Até o momento, já foram aprovados requerimentos para ouvir ex-ministros, diretores do INSS, representantes da Polícia Federal e auditores da Controladoria-Geral da União (CGU). A expectativa é que, ao final, o relatório da comissão aponte responsáveis, recomende indiciamentos e proponha medidas legislativas para evitar novas fraudes.

Linha do tempo – Fraudes e investigações no INSS

2019 – Primeiros alertas oficiais

Auditorias da Controladoria-Geral da União (CGU) identificam inconsistências em benefícios concedidos.

A Polícia Federal abre investigações preliminares sobre possíveis fraudes, mas parte dos inquéritos é arquivada por falta de provas robustas.

2020 – Avanço das denúncias

Sindicatos de servidores do INSS apontam existência de grupos organizados atuando dentro da autarquia para manipular sistemas de concessão de benefícios.

Relatórios internos são enviados ao Ministério da Economia, sem maiores consequências práticas.

2021 – Fraudes digitais em alta

Com a digitalização dos serviços previdenciários, cresce o número de golpes envolvendo documentos falsos e acessos indevidos ao sistema Meu INSS.

O Tribunal de Contas da União (TCU) emite alertas sobre vulnerabilidades tecnológicas.

2022 – Estimativas bilionárias

Relatório de especialistas calcula que o prejuízo acumulado com fraudes pode ultrapassar R$ 3 bilhões.

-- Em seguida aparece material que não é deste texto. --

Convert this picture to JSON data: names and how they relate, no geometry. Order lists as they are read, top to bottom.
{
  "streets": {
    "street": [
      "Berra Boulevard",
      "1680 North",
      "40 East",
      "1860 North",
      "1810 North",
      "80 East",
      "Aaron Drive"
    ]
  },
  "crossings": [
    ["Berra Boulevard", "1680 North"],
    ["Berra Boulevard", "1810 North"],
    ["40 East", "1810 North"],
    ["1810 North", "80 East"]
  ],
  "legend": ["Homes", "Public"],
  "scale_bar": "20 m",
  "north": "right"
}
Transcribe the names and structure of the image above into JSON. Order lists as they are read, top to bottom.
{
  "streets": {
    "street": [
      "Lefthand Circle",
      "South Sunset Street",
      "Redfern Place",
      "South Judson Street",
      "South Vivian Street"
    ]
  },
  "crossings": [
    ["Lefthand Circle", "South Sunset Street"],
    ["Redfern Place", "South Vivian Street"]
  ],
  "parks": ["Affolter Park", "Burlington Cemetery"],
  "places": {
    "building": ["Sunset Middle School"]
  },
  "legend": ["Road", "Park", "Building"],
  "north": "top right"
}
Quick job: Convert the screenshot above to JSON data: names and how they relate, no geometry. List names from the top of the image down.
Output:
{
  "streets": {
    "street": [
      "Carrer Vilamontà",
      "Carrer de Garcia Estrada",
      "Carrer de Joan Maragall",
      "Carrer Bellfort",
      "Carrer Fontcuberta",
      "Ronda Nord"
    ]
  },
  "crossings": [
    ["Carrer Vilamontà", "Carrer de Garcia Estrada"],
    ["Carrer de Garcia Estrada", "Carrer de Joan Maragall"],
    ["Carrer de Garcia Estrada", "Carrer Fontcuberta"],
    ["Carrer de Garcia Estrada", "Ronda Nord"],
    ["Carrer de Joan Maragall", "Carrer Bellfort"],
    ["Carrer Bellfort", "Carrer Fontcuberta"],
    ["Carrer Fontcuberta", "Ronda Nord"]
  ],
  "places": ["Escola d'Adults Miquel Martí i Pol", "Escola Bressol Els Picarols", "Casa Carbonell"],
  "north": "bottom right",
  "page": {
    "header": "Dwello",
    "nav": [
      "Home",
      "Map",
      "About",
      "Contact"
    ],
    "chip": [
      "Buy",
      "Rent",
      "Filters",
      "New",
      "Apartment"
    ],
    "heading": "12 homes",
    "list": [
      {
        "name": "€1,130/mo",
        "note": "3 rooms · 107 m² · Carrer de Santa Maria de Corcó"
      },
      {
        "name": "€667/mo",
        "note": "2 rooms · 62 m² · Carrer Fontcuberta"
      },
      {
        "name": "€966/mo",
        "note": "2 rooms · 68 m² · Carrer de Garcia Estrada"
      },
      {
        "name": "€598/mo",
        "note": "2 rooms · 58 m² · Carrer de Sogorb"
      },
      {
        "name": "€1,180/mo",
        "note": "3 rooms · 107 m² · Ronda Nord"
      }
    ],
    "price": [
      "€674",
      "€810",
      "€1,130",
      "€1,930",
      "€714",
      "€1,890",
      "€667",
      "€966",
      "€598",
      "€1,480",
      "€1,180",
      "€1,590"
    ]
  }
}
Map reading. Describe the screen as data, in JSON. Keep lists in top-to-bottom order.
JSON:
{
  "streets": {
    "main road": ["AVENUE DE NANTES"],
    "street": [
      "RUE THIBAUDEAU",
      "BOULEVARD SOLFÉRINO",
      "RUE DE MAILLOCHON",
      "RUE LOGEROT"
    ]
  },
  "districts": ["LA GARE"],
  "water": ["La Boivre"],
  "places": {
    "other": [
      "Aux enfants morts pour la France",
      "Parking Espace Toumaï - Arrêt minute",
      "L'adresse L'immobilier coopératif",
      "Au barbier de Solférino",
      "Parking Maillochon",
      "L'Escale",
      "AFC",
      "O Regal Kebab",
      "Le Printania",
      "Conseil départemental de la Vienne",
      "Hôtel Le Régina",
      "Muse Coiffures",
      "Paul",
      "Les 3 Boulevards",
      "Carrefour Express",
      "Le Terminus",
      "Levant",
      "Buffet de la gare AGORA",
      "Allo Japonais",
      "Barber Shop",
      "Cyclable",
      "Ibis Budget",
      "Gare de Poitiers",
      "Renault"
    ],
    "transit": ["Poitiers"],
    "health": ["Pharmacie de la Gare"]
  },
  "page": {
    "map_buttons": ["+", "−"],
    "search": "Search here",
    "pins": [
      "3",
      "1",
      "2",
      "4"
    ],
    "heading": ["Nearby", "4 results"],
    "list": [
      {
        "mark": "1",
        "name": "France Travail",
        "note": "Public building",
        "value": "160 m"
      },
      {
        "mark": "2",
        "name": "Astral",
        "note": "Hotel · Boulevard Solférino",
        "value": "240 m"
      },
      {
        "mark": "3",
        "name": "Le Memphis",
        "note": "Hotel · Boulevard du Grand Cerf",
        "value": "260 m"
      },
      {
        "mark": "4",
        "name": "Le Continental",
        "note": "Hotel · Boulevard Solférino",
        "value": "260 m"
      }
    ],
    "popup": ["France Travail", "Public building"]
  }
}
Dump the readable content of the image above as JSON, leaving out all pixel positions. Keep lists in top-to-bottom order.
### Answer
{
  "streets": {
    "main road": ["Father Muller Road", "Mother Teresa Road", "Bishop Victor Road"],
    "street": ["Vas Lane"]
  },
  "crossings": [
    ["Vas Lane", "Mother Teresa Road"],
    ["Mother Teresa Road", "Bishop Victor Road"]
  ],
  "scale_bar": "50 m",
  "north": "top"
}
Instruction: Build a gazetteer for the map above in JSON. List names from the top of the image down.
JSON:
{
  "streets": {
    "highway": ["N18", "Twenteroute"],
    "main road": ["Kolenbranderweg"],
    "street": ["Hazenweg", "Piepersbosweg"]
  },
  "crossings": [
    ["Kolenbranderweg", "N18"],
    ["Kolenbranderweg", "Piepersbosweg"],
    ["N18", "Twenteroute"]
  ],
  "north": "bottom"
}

A Polícia Federal deflagra operações em estados do Nordeste e do Sudeste, mas sem atingir o núcleo central das denúncias.

2023 – Esquema ganha repercussão nacional

Denúncias de advogados e entidades de aposentados reforçam suspeitas de participação de servidores do INSS em fraudes sistêmicas.

O Congresso começa a discutir a necessidade de uma investigação ampla.

2024 – Inércia e novas suspeitas

Dois inquéritos da Polícia Federal sobre fraudes são arquivados, levantando críticas sobre falta de prioridade no combate ao esquema.

Parlamentares cobram mais transparência do INSS e maior atuação da CGU.

2025 – Instalação da CPMI

Em agosto, o Congresso Nacional instala a Comissão Parlamentar Mista de Inquérito (CPMI) do INSS para investigar irregularidades.

Estimativas apontam que o rombo pode já ultrapassar R$ 6 bilhões em fraudes acumuladas.

Em setembro, o depoimento de Carlos Lupi, ex-ministro da Previdência, marca o início dos trabalhos com embates entre governo e oposição.